__What you should do__.
Establish how many lines below contain the string "turn". Respond with that number alone.

__Raw data__.
- - - - -
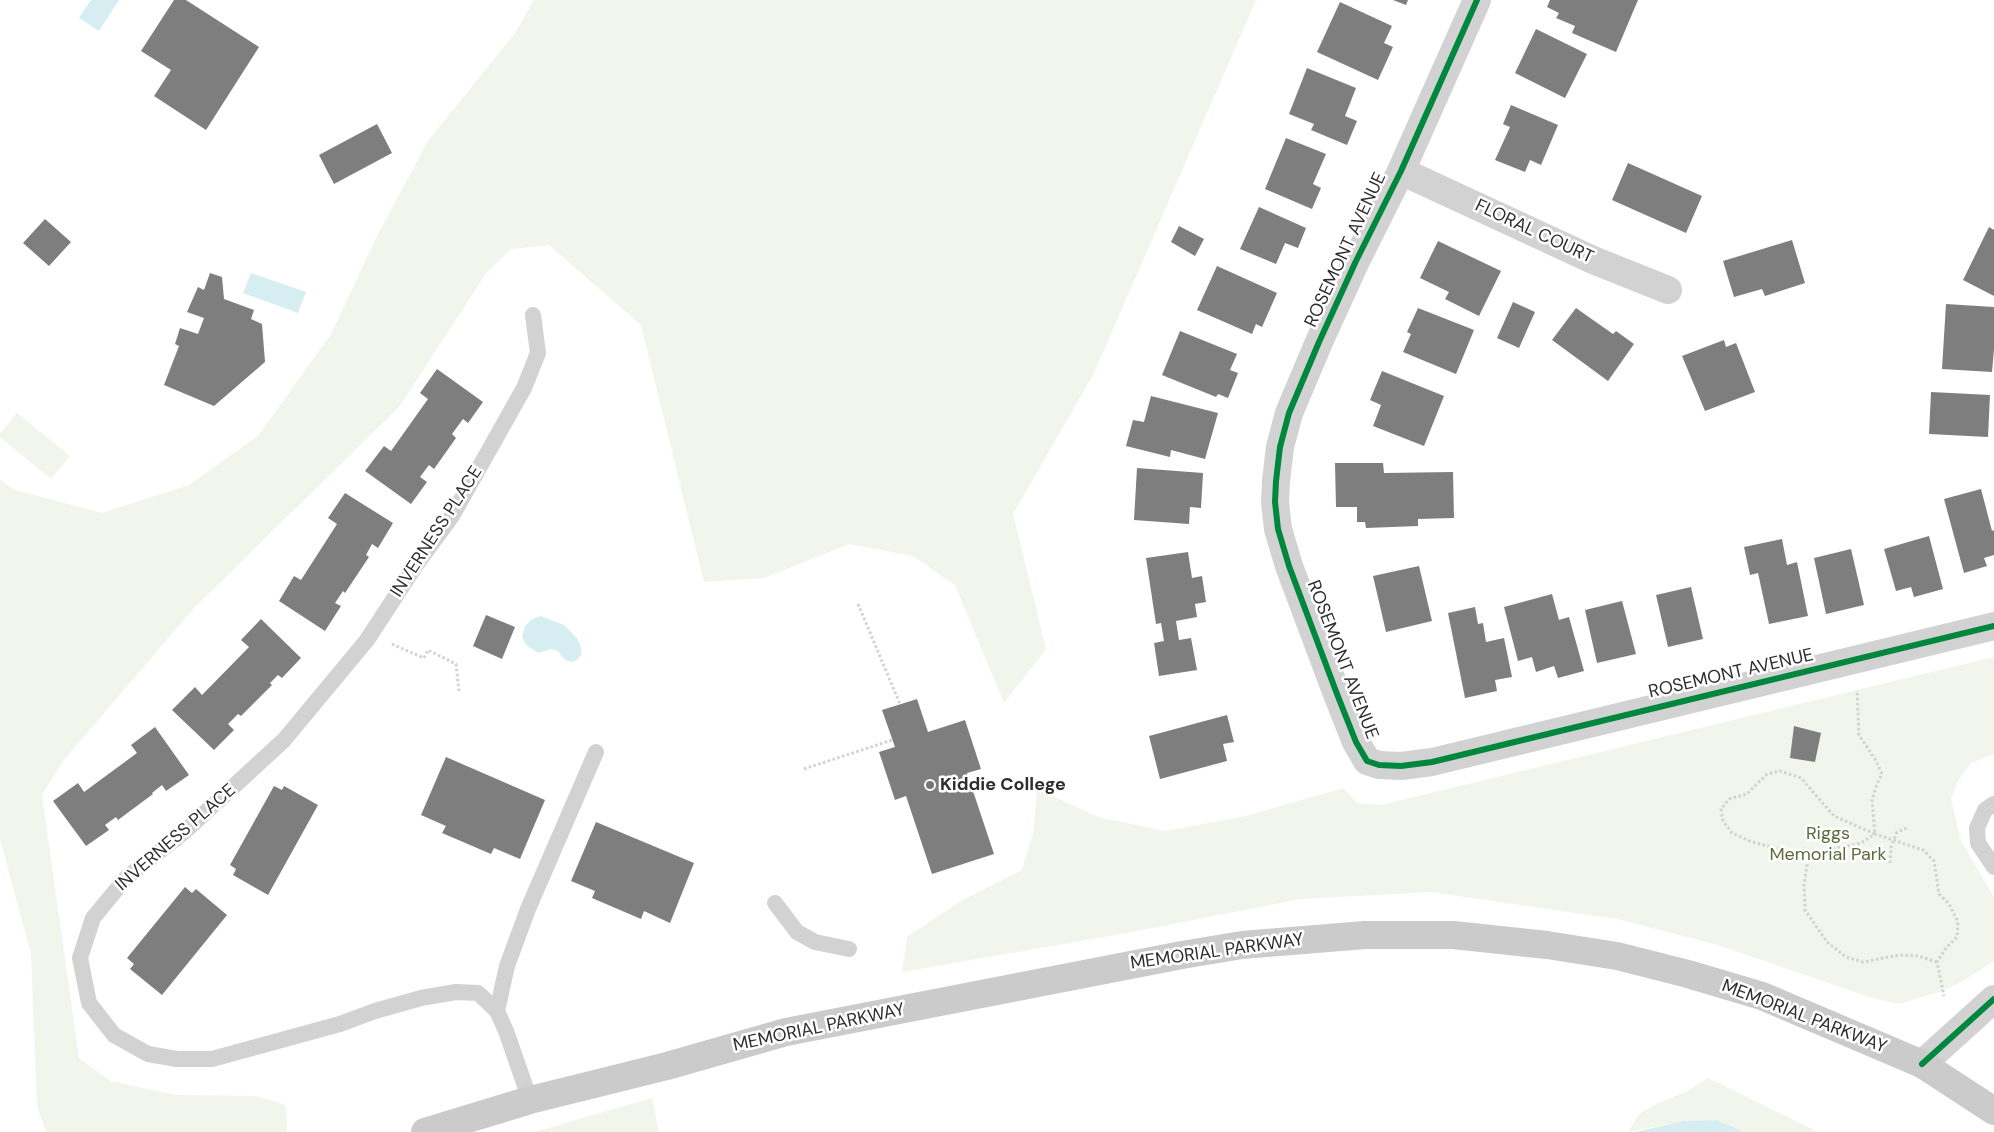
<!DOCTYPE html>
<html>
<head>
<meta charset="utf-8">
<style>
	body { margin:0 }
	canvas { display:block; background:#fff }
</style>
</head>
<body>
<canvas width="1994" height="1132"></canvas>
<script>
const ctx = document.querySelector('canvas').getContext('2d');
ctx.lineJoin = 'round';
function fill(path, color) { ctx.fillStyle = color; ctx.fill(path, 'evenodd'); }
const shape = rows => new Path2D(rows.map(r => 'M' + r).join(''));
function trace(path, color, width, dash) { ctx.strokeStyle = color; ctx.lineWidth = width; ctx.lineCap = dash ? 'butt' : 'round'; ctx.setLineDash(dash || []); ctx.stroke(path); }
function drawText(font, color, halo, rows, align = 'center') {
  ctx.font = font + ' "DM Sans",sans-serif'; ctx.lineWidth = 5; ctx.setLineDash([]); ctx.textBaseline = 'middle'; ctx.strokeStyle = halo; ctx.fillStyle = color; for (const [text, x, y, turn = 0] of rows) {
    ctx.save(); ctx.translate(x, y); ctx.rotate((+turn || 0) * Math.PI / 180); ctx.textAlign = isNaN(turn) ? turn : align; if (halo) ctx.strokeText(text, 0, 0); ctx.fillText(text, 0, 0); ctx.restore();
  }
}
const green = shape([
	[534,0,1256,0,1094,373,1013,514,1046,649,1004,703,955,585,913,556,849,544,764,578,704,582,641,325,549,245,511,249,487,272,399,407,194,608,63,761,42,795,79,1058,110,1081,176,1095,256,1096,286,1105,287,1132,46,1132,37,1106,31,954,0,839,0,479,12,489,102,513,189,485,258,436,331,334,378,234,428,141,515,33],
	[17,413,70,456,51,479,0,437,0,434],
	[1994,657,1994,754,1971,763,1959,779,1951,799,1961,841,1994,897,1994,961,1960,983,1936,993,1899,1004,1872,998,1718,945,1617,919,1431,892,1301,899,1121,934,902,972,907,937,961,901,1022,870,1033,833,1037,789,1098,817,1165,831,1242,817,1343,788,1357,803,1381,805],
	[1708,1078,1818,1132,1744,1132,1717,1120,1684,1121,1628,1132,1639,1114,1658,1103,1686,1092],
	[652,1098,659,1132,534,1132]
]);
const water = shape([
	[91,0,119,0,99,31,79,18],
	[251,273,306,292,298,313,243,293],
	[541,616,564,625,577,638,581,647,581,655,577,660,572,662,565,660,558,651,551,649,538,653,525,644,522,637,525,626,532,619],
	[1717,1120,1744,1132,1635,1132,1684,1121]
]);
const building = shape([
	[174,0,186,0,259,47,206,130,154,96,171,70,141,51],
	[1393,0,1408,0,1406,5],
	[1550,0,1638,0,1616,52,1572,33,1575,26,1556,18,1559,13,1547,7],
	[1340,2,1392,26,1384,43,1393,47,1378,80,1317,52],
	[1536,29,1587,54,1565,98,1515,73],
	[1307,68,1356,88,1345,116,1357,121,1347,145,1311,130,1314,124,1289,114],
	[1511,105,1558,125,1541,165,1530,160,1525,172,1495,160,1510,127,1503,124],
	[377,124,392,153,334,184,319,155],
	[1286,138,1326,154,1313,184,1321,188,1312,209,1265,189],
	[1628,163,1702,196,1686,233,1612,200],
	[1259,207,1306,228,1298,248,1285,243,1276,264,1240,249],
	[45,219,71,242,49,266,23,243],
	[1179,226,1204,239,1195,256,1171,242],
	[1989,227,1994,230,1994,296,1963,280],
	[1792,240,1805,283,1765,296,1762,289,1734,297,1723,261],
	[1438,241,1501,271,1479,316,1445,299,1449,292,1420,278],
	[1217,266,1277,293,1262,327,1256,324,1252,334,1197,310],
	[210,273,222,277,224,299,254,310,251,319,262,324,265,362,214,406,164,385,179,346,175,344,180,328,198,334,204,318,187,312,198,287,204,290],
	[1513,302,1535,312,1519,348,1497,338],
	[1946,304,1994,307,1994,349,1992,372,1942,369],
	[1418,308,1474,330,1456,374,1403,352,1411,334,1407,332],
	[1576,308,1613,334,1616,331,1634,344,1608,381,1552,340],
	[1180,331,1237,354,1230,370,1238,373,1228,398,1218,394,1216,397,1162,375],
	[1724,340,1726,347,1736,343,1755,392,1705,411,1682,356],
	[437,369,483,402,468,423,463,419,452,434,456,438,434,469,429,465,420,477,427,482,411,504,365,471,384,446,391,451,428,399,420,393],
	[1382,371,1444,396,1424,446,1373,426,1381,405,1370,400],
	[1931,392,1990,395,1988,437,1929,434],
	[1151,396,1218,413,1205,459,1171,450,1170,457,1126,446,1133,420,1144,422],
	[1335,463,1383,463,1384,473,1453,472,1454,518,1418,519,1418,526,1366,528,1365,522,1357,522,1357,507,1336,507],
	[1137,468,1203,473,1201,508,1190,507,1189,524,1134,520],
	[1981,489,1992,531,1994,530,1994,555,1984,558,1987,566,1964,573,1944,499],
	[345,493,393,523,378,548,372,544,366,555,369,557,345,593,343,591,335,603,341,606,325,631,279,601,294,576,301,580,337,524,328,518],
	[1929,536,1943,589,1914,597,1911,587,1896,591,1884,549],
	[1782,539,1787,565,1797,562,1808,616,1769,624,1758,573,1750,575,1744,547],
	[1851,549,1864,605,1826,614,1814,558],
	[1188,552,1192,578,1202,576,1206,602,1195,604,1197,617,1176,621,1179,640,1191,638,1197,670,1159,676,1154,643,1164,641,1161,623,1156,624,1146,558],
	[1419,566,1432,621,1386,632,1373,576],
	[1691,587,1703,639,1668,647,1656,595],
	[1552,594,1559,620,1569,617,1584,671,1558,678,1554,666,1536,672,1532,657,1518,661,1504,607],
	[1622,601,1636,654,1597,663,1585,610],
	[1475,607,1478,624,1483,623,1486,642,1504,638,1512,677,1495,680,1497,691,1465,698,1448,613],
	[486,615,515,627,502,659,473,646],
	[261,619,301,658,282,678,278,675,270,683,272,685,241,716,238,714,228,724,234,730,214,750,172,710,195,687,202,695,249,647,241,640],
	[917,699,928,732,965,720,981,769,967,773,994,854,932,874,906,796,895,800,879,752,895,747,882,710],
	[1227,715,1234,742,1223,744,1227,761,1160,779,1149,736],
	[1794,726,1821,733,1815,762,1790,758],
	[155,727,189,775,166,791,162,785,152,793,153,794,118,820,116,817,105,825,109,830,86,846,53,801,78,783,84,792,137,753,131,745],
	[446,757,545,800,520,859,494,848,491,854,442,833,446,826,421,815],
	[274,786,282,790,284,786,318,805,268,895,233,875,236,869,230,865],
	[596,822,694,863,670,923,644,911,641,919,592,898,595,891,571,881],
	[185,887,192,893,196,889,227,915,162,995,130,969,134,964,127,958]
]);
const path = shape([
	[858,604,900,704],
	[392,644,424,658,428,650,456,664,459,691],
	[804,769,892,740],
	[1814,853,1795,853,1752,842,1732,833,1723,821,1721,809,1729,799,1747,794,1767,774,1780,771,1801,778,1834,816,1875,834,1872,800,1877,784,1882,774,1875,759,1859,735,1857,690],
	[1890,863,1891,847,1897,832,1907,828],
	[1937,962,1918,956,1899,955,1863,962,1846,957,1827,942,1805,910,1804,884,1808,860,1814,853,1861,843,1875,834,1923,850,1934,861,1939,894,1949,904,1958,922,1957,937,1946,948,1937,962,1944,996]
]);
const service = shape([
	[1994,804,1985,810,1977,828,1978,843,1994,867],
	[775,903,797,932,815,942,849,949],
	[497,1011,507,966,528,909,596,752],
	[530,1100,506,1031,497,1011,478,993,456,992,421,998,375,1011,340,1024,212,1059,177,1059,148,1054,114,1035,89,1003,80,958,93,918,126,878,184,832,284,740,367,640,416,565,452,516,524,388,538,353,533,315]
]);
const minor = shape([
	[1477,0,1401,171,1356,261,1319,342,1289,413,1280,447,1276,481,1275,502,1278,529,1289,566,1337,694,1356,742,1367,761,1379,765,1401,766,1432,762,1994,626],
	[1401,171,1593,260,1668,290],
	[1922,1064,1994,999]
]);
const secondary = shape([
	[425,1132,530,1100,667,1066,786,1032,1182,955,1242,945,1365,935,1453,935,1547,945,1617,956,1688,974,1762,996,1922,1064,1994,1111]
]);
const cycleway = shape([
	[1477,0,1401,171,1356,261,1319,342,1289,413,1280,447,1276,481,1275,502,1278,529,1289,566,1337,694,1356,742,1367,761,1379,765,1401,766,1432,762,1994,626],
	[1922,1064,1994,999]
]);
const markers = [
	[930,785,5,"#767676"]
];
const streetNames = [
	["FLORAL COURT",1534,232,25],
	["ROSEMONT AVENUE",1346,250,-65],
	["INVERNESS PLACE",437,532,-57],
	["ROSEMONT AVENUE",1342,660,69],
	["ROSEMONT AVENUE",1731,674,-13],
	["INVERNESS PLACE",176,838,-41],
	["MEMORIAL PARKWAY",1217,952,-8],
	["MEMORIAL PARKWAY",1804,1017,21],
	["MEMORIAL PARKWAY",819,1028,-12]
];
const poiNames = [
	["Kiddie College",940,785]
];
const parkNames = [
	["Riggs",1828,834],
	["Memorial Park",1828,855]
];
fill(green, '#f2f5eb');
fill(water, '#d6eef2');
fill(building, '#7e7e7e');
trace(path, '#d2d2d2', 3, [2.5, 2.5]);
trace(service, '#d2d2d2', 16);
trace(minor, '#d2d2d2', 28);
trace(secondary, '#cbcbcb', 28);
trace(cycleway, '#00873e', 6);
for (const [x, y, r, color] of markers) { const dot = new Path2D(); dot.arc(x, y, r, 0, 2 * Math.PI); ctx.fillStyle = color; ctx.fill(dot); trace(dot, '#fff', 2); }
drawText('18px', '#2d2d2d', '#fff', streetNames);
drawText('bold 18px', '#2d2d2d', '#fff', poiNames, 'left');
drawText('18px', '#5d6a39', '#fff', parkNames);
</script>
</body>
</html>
- - - - -
__Answer section__.
2